(Source data):
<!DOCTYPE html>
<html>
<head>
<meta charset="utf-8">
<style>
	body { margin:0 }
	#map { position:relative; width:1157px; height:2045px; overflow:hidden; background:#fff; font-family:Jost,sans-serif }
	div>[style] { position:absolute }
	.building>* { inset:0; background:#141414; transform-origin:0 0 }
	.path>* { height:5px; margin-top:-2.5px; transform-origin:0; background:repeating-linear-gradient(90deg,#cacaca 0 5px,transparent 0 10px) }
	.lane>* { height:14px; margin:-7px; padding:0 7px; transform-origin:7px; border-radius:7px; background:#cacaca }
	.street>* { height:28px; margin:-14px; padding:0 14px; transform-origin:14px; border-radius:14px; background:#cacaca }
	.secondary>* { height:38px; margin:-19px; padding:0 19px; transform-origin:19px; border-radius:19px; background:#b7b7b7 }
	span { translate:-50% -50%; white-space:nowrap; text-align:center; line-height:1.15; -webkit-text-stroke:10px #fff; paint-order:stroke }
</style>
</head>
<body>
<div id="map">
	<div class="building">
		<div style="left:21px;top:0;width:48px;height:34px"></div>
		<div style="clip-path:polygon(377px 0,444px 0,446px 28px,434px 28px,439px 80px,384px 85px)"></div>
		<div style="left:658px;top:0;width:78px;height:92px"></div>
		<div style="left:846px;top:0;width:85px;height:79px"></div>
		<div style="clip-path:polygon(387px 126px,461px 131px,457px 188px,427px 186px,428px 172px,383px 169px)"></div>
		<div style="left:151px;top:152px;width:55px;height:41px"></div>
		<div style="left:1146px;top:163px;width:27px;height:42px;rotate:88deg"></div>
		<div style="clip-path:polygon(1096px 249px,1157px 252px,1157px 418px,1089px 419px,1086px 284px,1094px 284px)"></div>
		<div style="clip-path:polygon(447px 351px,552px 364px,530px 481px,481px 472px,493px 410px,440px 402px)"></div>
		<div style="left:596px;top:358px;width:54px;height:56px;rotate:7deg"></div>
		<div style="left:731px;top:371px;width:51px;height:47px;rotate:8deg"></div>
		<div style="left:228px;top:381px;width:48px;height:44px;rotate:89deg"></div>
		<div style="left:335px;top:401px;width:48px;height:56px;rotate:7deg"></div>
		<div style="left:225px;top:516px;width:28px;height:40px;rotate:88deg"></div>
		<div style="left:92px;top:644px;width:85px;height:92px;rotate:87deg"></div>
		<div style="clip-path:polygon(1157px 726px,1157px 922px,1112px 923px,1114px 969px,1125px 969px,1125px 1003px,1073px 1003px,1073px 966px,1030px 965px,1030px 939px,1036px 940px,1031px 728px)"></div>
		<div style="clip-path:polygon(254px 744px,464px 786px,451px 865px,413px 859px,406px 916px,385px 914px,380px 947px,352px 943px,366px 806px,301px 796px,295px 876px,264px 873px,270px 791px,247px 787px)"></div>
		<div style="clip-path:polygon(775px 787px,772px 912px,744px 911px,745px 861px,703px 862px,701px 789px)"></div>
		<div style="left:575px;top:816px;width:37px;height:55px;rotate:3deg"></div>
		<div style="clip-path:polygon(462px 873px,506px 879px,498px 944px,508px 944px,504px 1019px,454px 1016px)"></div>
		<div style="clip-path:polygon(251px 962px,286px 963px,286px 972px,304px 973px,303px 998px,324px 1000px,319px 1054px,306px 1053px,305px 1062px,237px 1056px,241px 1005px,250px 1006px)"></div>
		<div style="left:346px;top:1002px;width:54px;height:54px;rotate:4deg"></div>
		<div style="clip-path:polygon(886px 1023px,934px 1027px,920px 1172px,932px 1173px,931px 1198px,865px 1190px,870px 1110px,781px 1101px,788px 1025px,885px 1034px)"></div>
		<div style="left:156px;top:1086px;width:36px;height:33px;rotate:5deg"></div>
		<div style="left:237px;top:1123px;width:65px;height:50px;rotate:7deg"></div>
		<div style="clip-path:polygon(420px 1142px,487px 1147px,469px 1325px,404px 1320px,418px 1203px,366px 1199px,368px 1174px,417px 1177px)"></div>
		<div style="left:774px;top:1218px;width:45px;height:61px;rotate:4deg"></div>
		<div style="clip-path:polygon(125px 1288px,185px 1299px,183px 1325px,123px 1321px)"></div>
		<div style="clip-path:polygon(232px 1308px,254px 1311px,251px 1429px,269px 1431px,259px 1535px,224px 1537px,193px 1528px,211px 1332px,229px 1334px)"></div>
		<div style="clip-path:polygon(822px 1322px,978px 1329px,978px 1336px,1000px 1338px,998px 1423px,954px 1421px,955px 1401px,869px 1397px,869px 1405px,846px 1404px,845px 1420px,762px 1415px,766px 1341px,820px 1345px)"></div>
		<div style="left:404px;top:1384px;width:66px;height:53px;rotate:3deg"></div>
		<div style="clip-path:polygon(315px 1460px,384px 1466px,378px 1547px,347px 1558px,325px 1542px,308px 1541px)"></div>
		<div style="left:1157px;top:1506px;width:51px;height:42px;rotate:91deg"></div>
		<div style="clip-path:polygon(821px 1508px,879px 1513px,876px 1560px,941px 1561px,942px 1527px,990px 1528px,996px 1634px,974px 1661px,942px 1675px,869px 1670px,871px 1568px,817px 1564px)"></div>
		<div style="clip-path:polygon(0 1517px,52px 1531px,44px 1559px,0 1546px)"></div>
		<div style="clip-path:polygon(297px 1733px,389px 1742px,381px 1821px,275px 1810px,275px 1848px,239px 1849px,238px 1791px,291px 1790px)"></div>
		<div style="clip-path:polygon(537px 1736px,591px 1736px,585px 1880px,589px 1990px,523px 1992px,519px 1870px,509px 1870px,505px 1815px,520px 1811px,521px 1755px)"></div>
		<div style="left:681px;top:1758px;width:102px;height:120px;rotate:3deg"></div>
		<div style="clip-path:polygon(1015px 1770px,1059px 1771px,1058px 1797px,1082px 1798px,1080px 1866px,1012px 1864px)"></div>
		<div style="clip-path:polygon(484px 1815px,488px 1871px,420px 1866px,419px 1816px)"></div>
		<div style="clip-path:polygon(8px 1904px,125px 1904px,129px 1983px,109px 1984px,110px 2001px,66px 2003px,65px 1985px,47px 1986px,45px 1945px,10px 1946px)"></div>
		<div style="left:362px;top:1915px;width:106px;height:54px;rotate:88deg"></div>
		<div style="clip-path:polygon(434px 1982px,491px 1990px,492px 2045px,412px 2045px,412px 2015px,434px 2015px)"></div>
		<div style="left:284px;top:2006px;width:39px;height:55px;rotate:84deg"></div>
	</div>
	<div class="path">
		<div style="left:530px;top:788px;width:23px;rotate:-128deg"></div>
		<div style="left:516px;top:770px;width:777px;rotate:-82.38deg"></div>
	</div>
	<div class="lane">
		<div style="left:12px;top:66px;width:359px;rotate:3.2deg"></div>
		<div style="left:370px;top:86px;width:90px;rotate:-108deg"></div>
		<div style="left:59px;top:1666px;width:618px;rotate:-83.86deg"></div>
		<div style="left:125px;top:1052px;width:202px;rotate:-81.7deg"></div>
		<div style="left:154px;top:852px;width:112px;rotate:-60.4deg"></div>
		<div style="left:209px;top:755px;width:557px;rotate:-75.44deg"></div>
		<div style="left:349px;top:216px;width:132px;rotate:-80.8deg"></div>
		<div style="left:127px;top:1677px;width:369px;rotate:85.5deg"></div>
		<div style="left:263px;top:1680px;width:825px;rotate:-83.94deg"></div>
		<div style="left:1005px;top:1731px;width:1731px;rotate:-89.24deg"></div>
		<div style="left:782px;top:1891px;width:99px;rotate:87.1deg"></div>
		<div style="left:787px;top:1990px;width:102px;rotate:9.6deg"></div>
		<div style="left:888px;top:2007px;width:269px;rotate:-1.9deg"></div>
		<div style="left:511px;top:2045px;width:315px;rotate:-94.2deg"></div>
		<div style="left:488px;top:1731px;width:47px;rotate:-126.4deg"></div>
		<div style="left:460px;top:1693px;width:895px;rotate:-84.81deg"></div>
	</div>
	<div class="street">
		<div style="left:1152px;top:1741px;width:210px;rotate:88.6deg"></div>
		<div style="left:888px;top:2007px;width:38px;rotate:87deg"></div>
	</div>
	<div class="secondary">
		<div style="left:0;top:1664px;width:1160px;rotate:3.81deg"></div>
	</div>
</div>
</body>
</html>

(Exercise prompt): Restate, word for word and with nothing added, the lines from the beginning of the records above through the line that contains "position:relative; width:1157px; height:2045px;".

(Output of the task):
<!DOCTYPE html>
<html>
<head>
<meta charset="utf-8">
<style>
	body { margin:0 }
	#map { position:relative; width:1157px; height:2045px; overflow:hidden; background:#fff; font-family:Jost,sans-serif }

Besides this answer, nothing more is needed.